Roughly 200 kg of water vapor gets lost every second as these plumes stream out to space.  According to the team’s calculations, the water reservoirs must have large evaporating surfaces, otherwise they would easily freeze over, and that would stop the plume action dead.

This is one of those findings that simply amazes me about what we are able to learn from our science missions in space. If I walked up to you on the street and asked you, “How can we figure out whether or not a frozen world out near Saturn has subsurface oceans, and how much salt would they have, if they exist?”  you would look at me blankly. It’s not on your daily radar, but that doesn’t make such a discovery unimportant.  If you stop to think about why we’d even want to know such a thing, it wouldn’t take long to make a connection between water, salt water, warm salt water and… life.  And, finding out places in our solar system where life could survive (and this is NOT a story about whether or not life exists there — that’s a whole other issue), tells us a lot about places where it DOES survive and exist.
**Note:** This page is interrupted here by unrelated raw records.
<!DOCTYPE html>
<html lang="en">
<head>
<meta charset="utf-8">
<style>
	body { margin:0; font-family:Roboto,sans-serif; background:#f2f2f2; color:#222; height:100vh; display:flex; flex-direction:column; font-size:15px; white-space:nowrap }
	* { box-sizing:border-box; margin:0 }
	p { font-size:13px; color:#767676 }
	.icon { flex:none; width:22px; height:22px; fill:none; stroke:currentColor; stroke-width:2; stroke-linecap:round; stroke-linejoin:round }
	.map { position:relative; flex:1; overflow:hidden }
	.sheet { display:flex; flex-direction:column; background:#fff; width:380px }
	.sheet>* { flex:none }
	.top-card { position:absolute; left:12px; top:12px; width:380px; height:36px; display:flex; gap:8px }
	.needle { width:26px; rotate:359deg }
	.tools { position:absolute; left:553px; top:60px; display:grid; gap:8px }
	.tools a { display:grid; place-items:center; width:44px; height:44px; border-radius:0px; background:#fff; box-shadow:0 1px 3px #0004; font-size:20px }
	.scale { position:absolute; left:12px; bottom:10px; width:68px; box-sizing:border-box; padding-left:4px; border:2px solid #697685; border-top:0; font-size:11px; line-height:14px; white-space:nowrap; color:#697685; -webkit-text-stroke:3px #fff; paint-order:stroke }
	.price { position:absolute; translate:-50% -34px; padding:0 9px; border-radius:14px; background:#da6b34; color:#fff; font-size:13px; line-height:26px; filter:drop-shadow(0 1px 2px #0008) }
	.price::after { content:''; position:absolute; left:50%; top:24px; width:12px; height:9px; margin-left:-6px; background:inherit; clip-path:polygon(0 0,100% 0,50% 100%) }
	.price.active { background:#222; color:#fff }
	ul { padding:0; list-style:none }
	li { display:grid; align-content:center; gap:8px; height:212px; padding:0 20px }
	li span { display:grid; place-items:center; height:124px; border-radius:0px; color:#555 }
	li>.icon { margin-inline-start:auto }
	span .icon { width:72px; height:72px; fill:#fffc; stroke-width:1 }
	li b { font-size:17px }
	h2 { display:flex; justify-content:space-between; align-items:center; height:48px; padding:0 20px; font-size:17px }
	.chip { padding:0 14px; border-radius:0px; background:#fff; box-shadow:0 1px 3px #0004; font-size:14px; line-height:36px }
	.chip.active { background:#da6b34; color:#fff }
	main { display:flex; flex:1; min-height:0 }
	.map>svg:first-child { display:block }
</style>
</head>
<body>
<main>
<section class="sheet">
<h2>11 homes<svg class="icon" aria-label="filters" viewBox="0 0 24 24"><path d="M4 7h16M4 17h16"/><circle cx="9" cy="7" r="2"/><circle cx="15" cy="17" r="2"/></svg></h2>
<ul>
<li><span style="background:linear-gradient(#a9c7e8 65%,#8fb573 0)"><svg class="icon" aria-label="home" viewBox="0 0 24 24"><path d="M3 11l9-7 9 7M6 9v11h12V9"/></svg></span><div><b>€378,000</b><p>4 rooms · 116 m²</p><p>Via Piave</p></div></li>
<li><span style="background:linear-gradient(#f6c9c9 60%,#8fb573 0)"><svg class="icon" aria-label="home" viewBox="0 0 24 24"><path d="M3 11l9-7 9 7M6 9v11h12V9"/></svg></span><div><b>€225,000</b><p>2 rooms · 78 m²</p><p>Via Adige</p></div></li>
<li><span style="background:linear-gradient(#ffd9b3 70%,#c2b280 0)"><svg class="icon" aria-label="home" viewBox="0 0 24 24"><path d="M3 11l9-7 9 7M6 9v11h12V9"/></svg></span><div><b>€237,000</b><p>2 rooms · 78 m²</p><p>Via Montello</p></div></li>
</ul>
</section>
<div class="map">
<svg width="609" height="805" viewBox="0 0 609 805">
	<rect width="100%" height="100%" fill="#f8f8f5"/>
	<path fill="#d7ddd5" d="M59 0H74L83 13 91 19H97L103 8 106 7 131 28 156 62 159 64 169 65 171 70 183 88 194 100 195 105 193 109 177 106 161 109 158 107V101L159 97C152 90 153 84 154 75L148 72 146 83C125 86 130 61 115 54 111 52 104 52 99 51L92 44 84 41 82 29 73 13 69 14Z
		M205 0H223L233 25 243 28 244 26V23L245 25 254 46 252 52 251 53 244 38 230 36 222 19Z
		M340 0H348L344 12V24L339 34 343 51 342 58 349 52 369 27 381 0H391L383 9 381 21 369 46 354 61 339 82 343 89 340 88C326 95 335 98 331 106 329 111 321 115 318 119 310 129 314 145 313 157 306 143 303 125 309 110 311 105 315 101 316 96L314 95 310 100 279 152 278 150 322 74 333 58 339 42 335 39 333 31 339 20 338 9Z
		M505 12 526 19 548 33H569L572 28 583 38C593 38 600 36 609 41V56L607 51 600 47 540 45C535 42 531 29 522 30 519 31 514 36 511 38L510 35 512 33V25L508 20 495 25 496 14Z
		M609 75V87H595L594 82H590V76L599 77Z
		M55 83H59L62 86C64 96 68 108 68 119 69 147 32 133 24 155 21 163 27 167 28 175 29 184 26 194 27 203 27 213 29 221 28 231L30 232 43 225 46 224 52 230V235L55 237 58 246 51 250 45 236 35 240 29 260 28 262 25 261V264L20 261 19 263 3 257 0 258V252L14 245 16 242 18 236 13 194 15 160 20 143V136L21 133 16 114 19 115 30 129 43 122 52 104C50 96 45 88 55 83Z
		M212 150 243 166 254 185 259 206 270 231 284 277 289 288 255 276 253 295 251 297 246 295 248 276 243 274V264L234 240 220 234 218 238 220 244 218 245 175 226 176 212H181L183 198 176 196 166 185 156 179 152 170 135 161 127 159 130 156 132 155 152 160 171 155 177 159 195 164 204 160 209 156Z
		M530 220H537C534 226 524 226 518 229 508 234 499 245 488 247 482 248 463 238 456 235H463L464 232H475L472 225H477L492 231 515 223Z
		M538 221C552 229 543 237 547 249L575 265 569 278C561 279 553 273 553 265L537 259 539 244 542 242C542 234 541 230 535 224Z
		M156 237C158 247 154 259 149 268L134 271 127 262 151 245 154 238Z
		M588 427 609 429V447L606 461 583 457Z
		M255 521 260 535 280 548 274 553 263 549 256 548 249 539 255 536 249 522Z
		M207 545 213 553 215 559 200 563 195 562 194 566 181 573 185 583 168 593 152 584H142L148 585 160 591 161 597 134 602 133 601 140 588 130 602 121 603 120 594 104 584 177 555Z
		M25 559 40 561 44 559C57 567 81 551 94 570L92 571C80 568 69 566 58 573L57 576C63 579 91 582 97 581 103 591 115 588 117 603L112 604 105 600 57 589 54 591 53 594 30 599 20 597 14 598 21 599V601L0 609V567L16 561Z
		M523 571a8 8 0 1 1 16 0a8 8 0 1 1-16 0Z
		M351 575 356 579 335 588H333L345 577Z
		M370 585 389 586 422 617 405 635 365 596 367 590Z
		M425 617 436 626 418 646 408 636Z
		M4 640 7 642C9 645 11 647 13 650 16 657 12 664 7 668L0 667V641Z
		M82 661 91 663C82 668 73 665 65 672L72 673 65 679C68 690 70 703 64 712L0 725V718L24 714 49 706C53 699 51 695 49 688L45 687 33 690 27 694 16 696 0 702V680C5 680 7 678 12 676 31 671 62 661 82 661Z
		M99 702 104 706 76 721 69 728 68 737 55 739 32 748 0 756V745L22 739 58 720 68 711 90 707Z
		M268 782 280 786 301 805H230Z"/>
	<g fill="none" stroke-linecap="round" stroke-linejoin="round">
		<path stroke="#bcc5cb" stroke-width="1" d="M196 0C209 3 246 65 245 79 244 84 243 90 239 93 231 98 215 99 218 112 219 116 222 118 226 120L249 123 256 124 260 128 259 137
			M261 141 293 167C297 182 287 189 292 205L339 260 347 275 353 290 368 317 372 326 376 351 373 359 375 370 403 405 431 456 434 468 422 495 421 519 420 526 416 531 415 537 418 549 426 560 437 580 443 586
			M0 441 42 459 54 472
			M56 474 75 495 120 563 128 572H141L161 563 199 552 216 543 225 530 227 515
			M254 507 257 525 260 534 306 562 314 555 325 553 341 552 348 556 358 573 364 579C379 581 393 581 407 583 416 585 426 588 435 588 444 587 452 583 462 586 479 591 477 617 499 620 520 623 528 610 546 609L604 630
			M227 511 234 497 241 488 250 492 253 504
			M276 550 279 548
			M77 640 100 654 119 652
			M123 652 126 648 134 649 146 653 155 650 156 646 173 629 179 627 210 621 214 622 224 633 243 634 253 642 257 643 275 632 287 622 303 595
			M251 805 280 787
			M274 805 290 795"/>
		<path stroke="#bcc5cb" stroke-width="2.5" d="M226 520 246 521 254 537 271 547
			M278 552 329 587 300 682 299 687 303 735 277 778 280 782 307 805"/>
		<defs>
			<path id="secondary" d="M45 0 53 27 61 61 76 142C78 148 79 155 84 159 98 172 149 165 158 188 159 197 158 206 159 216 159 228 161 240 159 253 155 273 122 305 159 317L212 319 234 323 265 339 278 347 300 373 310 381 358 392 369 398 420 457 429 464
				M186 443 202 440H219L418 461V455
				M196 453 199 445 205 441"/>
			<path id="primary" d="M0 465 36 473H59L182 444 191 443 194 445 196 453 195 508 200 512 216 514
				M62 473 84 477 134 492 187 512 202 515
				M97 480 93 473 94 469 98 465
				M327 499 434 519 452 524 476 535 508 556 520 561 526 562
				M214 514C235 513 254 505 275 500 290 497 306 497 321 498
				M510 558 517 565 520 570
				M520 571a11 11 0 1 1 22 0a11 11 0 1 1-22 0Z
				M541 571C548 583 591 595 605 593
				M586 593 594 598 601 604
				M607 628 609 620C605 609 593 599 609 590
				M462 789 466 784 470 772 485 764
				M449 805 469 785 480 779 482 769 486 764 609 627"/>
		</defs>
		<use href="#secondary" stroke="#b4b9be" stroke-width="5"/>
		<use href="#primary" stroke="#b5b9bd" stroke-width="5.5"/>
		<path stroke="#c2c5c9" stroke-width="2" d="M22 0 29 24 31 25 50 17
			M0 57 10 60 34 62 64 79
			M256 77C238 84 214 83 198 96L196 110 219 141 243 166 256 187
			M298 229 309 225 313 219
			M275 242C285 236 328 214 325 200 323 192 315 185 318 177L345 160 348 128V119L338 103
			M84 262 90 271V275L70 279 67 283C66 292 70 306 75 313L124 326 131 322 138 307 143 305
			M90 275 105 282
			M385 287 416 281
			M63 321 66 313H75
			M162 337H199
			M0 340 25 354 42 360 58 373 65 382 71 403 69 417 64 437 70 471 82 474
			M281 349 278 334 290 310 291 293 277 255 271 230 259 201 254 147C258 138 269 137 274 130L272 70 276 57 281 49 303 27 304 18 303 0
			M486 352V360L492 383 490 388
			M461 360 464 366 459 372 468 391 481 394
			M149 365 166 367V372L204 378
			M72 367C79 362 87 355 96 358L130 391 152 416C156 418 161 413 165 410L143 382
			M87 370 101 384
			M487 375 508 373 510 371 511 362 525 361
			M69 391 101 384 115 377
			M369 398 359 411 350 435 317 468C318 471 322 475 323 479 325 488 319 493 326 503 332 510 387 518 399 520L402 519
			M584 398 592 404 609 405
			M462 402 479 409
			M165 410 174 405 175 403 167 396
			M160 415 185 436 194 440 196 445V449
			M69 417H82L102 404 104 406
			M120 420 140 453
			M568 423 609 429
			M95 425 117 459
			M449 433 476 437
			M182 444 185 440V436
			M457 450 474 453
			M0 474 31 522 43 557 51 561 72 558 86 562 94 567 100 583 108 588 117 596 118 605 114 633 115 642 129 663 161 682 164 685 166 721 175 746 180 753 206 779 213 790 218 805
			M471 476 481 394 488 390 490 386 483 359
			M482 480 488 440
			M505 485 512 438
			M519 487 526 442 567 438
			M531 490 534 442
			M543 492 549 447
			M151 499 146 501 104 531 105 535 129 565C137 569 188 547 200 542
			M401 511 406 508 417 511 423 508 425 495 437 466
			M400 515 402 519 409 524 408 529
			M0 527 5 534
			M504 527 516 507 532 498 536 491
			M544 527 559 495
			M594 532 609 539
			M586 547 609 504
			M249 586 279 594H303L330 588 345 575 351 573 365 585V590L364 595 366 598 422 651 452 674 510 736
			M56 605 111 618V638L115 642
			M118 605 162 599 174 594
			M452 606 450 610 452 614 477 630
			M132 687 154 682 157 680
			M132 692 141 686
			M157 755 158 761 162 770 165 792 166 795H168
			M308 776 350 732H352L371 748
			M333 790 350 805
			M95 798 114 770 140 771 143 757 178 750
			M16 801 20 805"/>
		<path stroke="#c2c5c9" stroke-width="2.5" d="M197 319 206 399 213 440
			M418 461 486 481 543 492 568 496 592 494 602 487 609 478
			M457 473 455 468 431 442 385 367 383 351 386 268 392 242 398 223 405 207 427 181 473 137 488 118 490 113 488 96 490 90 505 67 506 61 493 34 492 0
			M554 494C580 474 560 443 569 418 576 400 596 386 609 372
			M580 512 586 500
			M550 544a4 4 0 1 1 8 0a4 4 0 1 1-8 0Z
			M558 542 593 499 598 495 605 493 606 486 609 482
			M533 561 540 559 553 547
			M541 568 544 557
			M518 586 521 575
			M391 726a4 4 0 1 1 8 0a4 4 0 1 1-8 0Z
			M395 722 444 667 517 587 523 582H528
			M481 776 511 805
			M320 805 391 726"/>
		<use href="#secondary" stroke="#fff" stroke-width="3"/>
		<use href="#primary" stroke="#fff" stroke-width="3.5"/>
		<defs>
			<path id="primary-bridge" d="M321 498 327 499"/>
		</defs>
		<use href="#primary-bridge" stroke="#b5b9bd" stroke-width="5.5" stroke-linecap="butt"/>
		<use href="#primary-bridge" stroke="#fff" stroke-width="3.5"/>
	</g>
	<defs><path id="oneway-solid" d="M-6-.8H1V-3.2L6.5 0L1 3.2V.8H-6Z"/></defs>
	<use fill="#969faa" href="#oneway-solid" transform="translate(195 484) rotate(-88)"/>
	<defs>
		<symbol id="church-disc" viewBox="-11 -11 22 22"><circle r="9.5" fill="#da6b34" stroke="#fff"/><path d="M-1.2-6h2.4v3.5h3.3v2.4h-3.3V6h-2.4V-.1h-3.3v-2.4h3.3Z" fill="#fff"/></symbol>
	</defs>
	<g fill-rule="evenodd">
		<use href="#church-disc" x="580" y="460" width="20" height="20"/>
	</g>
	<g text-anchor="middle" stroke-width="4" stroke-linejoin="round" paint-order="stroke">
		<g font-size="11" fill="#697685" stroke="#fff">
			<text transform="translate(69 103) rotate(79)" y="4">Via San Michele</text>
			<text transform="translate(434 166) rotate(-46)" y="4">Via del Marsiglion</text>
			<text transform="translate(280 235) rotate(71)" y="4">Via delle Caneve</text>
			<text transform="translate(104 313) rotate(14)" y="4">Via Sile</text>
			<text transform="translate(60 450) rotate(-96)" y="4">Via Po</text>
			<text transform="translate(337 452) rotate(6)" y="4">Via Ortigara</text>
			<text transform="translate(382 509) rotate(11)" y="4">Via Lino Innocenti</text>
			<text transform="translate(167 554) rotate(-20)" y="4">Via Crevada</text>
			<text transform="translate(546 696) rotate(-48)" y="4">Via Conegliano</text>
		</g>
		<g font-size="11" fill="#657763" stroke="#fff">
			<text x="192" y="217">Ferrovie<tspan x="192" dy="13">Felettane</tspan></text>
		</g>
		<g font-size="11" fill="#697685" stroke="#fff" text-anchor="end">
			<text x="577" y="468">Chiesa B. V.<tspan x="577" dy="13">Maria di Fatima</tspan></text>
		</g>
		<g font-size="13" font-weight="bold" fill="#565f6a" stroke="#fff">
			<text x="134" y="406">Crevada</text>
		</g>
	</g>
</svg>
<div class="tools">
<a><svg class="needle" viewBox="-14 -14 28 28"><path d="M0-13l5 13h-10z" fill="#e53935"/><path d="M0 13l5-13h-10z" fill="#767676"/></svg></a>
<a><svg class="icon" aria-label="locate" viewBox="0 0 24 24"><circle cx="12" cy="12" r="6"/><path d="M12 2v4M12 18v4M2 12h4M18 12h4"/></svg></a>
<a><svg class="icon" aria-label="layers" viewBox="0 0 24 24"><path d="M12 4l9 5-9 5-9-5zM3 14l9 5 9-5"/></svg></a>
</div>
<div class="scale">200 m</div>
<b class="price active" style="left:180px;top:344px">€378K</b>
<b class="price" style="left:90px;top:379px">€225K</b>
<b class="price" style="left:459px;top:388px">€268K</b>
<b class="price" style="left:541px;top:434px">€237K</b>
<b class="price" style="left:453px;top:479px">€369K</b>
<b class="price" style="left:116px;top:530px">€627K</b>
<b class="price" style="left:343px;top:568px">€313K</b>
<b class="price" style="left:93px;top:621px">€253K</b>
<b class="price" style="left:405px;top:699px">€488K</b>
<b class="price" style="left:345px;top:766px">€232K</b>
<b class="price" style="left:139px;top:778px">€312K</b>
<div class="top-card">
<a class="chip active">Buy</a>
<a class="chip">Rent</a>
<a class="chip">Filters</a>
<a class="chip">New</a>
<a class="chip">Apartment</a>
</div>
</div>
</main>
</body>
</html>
Mainly, here on Earth.  We know of extreme places on Earth that have similar environments to Enceladus — and life exists in those Earthly habitats.  So, now we know of at least one other place in the outer solar system where the conditions to harbor life mimic those on Earth.  Kinda makes Enceladus seem all warm, fuzzy, and neighborly, all of a sudden.  Not that life is there… but, the cradle of life is possible there.